═══ The data ═══

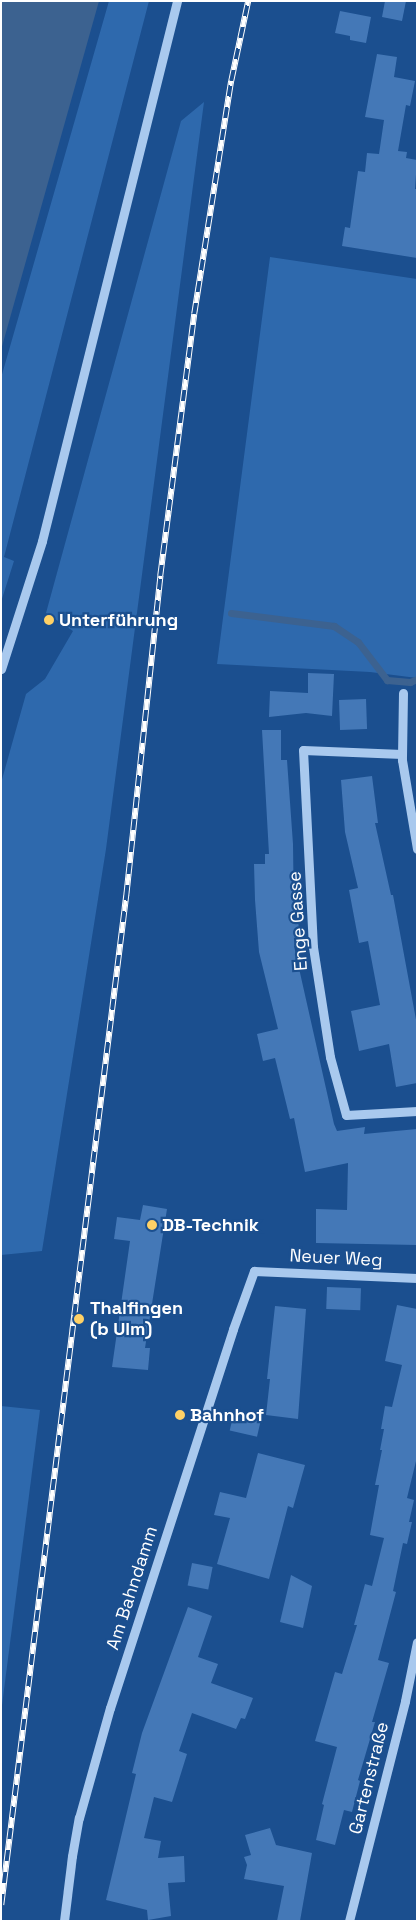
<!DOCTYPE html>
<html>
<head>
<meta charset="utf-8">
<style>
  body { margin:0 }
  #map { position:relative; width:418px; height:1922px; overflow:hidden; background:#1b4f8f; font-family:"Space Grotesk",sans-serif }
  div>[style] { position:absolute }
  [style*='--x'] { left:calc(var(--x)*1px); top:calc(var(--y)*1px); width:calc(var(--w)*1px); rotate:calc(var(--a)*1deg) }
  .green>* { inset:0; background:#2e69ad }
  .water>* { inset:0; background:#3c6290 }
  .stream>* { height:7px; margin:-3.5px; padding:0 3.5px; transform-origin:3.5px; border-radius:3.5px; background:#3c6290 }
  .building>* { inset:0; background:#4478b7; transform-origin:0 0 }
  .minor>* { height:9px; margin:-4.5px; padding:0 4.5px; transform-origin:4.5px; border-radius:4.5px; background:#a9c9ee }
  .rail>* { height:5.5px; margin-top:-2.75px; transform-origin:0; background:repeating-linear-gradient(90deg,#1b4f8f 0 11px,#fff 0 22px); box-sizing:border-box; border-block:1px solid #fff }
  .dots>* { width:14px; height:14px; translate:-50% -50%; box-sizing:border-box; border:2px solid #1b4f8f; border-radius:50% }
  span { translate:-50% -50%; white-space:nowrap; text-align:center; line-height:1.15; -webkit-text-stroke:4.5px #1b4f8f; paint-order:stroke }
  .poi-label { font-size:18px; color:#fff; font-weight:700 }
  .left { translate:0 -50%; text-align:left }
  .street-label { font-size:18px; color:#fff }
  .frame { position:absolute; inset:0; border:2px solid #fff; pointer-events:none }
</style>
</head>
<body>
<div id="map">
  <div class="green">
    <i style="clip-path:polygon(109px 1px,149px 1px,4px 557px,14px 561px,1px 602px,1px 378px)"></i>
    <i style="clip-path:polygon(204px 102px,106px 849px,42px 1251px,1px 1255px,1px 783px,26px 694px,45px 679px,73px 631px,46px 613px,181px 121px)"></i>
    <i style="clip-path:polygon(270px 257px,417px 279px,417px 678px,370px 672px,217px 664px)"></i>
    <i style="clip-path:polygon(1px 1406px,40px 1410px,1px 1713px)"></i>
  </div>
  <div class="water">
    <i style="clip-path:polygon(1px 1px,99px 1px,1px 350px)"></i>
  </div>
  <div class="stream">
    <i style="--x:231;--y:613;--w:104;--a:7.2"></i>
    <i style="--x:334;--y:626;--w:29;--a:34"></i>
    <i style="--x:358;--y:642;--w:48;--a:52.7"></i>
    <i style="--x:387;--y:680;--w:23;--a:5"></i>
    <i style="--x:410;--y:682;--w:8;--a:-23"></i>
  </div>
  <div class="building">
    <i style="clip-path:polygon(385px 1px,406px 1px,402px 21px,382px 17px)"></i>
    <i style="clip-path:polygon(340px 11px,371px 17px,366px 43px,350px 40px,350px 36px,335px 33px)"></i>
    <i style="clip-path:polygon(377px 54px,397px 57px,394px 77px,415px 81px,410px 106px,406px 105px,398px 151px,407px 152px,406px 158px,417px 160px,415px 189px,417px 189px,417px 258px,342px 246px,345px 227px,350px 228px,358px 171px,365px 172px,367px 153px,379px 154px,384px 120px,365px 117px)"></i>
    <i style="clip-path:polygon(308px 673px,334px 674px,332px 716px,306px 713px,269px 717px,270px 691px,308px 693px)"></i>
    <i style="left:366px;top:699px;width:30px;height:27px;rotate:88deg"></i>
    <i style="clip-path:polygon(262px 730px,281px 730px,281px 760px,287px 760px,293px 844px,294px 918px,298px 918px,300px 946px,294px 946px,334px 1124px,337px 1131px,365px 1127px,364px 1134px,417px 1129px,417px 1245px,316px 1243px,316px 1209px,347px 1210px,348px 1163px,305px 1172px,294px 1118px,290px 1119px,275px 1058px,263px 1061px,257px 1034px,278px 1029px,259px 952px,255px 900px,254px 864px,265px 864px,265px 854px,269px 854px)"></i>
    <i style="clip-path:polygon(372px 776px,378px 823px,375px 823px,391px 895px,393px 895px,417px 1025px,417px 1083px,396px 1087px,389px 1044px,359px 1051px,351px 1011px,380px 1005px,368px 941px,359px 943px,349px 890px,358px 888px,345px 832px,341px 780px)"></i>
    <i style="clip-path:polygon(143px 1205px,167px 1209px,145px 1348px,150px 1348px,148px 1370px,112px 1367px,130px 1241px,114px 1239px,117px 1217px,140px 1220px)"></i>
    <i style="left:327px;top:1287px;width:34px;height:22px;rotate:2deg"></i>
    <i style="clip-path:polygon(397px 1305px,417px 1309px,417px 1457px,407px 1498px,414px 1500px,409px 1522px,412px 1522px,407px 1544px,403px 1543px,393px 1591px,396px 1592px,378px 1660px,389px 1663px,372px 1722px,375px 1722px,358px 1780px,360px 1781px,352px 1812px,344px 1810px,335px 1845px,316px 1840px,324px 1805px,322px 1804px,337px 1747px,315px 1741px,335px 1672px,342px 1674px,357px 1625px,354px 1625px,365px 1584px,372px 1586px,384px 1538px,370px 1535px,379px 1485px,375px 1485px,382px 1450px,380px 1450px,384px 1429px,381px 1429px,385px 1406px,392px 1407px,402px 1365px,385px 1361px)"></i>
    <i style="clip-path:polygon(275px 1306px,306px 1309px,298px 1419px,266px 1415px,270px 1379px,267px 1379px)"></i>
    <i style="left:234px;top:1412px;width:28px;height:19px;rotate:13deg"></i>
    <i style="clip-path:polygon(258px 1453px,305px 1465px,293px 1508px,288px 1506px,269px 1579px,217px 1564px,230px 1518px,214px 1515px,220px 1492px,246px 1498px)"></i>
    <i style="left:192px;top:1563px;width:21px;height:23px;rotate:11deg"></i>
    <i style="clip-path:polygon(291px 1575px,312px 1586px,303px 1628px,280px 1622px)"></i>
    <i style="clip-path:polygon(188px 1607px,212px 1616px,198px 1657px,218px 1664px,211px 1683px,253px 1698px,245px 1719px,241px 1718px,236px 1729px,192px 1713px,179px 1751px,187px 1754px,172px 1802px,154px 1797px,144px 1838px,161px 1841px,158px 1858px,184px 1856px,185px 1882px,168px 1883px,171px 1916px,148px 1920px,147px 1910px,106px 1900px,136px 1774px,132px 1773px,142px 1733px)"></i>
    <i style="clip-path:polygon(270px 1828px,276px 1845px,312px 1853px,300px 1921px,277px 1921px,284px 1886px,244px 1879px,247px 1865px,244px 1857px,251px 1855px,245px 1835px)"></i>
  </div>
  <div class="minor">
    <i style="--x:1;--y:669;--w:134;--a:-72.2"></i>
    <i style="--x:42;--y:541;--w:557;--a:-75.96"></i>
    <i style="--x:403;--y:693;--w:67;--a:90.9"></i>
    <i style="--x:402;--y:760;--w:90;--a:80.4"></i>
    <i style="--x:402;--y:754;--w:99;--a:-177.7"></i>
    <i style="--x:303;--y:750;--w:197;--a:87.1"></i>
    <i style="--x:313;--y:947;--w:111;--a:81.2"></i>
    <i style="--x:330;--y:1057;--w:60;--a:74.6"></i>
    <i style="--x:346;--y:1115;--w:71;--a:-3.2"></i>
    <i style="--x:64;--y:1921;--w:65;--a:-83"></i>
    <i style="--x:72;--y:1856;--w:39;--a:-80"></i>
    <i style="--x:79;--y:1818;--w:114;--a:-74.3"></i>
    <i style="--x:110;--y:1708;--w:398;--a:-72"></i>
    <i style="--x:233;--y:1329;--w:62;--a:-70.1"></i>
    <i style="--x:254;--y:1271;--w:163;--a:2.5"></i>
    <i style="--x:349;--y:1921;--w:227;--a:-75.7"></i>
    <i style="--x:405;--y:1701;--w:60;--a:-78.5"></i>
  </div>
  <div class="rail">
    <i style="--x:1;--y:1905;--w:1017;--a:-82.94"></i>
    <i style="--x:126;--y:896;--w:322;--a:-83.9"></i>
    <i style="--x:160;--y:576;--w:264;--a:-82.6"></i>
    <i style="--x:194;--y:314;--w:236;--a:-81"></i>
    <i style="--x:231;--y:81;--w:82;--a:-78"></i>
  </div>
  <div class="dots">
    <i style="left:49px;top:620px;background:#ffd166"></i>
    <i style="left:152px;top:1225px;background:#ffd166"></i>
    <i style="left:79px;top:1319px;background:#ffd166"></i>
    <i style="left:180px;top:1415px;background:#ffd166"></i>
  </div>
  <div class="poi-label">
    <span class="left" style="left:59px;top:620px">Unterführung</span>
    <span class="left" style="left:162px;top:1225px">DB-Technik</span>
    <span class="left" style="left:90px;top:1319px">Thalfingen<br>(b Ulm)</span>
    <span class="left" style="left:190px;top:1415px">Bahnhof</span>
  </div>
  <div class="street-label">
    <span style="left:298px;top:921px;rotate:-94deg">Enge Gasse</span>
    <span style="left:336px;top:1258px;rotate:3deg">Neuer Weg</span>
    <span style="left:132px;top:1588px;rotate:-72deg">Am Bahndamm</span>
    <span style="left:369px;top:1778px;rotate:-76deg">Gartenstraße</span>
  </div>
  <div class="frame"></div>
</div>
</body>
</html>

═══
═══ The data ═══

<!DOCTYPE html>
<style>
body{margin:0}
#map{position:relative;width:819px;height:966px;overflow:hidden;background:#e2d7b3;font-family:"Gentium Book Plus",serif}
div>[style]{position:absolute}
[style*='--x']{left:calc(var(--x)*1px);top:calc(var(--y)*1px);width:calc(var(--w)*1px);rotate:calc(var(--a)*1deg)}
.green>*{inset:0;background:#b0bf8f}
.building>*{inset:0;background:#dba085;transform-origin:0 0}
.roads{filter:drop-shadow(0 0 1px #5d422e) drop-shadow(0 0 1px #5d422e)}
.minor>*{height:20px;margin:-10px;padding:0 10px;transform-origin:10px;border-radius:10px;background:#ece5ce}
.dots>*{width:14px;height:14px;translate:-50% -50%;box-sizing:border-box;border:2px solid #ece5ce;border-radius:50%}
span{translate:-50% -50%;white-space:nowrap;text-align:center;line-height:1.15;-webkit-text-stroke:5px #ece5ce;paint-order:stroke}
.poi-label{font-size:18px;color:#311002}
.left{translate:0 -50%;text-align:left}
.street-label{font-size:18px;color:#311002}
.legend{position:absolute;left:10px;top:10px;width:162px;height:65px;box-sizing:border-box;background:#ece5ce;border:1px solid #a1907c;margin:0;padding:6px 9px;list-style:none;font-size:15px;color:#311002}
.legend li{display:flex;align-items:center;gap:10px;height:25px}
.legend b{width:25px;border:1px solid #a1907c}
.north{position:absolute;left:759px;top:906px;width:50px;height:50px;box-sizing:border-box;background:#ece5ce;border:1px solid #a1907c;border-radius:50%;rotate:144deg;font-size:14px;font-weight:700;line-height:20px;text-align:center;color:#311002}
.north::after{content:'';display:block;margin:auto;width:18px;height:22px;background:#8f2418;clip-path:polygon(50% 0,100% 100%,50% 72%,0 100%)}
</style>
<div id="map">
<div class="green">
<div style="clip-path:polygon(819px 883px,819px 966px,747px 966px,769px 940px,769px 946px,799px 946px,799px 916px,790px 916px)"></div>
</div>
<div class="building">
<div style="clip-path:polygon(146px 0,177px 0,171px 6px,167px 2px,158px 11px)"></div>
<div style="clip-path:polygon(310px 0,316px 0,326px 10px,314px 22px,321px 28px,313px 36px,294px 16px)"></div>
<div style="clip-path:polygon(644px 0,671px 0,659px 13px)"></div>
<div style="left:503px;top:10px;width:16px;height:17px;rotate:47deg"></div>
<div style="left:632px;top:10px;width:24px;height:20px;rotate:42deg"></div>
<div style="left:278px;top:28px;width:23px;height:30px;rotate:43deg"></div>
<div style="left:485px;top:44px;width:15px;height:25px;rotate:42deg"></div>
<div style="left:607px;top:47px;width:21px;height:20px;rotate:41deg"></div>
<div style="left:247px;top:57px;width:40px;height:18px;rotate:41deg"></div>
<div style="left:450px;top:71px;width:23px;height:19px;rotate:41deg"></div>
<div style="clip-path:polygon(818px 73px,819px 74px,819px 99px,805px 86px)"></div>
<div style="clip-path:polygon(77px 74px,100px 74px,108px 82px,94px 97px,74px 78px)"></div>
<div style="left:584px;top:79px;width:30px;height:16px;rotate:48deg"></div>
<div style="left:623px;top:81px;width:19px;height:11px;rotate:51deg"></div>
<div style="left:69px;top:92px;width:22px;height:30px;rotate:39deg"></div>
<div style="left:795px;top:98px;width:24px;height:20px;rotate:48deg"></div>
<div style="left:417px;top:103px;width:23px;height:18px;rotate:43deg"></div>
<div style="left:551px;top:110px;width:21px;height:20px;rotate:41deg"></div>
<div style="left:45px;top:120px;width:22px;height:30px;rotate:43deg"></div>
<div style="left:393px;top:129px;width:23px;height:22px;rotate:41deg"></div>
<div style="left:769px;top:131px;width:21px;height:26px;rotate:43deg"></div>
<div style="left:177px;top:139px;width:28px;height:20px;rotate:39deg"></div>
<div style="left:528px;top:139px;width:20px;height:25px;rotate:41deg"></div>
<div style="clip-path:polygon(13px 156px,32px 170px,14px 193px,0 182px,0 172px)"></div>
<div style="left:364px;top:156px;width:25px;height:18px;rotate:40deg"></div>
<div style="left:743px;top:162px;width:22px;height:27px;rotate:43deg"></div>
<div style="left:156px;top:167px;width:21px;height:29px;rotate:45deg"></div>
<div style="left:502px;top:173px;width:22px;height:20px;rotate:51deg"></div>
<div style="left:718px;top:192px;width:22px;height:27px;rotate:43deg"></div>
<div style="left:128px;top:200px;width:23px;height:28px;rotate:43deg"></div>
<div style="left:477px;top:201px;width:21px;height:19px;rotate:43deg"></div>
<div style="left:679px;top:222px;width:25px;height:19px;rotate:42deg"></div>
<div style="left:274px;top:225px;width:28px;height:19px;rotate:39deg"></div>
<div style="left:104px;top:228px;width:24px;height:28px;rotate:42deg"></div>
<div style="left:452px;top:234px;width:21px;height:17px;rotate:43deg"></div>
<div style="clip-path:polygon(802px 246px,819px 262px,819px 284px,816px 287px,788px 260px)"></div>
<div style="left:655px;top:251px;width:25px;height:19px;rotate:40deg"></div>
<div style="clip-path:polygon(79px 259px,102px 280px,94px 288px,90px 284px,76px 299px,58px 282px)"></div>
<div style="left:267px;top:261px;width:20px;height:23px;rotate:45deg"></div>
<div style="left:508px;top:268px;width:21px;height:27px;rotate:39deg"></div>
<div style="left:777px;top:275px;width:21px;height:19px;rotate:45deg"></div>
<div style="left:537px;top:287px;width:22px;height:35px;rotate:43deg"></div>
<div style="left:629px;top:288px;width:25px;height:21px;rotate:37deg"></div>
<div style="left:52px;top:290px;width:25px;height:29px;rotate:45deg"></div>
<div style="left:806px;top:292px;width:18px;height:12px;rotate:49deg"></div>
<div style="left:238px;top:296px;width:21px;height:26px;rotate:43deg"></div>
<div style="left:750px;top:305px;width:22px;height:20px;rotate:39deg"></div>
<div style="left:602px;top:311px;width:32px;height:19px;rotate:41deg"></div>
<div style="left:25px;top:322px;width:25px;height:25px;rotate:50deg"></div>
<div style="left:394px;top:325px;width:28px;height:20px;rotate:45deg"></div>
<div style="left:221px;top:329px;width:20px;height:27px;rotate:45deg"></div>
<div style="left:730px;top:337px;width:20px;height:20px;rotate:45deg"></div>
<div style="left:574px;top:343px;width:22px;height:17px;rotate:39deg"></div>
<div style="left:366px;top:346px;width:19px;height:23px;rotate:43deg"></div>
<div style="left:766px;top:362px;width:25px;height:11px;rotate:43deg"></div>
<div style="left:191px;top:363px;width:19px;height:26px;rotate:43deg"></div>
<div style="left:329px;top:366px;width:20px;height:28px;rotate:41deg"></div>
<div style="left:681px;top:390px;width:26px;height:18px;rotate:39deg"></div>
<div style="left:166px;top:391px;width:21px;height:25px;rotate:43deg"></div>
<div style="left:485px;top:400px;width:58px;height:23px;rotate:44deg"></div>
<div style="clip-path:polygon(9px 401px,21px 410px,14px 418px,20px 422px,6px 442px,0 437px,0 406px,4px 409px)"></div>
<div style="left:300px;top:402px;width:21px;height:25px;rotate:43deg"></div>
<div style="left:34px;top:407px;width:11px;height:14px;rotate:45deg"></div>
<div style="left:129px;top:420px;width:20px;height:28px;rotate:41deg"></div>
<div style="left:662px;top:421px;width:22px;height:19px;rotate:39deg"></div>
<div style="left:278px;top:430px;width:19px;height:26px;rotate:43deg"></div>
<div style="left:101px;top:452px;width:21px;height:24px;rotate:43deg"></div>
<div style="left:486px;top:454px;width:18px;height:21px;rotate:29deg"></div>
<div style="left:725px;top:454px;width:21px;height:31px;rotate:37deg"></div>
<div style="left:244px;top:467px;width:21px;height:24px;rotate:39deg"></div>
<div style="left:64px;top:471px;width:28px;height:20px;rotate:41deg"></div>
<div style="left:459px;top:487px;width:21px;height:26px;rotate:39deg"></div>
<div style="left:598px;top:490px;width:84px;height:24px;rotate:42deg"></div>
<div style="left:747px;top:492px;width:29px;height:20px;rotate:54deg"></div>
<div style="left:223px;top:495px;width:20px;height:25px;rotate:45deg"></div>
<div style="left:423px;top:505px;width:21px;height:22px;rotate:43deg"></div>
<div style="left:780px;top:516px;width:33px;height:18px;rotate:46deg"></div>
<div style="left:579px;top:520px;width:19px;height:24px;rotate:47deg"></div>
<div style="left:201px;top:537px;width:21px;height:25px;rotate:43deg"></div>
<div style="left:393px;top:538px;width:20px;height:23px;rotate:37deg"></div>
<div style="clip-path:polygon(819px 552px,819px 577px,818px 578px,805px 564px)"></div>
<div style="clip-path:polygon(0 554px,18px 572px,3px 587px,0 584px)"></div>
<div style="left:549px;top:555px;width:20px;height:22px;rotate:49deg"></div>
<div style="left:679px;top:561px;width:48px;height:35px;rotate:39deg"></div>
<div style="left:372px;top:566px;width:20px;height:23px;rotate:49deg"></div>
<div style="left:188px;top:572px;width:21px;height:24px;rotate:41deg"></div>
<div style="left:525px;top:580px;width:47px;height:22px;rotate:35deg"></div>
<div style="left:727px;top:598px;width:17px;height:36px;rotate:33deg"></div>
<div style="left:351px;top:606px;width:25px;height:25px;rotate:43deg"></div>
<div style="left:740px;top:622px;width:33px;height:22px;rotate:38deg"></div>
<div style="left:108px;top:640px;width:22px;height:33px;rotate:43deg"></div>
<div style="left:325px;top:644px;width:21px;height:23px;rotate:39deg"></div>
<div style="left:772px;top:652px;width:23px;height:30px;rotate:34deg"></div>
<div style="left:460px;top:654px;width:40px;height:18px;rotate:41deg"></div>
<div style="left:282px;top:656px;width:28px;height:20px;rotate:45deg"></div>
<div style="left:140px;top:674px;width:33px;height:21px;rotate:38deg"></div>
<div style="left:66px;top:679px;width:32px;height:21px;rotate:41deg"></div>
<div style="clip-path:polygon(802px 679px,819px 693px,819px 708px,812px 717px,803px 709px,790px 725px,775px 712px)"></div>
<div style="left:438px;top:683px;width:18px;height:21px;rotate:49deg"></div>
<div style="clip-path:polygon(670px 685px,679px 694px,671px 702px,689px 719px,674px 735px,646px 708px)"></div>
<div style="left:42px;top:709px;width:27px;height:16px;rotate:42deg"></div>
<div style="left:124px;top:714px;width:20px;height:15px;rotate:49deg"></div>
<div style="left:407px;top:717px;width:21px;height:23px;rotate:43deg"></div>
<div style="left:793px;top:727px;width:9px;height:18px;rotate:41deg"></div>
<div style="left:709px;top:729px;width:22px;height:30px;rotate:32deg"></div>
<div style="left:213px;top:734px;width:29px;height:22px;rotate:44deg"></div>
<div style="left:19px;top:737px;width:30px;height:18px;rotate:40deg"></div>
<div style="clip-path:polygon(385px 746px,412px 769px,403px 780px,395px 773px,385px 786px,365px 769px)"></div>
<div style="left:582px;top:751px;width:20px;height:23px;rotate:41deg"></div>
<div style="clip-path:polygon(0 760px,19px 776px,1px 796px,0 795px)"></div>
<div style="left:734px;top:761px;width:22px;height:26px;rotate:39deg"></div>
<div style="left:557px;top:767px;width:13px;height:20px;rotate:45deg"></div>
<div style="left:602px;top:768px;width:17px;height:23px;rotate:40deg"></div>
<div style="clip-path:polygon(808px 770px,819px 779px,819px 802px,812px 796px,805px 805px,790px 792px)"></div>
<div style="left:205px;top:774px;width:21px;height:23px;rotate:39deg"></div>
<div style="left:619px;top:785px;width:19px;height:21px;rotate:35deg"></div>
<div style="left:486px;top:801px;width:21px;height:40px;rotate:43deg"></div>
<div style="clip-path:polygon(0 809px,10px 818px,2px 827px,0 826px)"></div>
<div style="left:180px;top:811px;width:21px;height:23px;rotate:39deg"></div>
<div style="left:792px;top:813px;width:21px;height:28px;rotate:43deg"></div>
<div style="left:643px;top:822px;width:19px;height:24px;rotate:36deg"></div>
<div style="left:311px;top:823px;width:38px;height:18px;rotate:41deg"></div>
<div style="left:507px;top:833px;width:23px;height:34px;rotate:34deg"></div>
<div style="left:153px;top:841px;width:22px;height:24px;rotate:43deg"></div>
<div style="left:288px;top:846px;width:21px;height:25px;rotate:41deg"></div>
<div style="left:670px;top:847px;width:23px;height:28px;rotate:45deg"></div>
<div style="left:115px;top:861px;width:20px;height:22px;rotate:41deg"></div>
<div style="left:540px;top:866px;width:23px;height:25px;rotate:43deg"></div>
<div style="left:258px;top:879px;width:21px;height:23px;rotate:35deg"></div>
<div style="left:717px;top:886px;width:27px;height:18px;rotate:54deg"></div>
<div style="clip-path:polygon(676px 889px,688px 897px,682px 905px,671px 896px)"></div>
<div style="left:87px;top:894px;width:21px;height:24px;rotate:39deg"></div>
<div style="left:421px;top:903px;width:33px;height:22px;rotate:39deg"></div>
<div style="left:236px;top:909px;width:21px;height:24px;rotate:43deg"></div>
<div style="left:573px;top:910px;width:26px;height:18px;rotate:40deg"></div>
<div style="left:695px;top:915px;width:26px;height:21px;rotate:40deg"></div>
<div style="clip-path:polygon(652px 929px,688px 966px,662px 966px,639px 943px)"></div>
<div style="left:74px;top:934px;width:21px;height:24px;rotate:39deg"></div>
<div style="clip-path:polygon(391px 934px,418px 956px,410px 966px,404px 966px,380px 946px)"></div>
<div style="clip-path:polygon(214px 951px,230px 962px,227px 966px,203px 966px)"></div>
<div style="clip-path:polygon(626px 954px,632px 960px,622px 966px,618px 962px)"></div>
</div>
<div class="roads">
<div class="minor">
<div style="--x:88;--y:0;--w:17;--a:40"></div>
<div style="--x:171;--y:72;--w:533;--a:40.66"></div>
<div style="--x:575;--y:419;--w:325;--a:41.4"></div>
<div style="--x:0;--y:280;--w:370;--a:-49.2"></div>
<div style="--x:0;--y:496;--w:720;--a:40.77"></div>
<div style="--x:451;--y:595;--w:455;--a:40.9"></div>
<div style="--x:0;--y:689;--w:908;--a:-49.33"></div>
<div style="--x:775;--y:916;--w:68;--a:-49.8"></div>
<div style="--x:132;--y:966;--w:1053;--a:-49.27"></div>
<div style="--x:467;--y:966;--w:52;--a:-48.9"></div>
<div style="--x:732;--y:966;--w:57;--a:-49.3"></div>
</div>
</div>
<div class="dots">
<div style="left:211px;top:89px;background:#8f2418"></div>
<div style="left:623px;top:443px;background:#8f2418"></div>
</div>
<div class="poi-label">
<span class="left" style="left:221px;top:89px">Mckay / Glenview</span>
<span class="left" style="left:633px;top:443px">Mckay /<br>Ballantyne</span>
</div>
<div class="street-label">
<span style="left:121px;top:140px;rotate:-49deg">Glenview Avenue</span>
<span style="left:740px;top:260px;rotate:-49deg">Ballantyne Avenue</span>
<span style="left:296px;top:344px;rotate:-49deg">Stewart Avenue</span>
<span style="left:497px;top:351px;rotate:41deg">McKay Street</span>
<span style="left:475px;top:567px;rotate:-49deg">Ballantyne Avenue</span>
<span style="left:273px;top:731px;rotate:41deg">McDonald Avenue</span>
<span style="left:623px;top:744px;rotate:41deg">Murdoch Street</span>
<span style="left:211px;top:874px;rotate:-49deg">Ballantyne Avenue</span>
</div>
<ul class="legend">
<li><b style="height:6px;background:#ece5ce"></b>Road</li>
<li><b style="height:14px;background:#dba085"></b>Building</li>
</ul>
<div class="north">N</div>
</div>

═══

#### What is expected:
Please copy each line of the records above in which the word "stream" can be found.

#### Answer to this exercise:
  .stream>* { height:7px; margin:-3.5px; padding:0 3.5px; transform-origin:3.5px; border-radius:3.5px; background:#3c6290 }
  <div class="stream">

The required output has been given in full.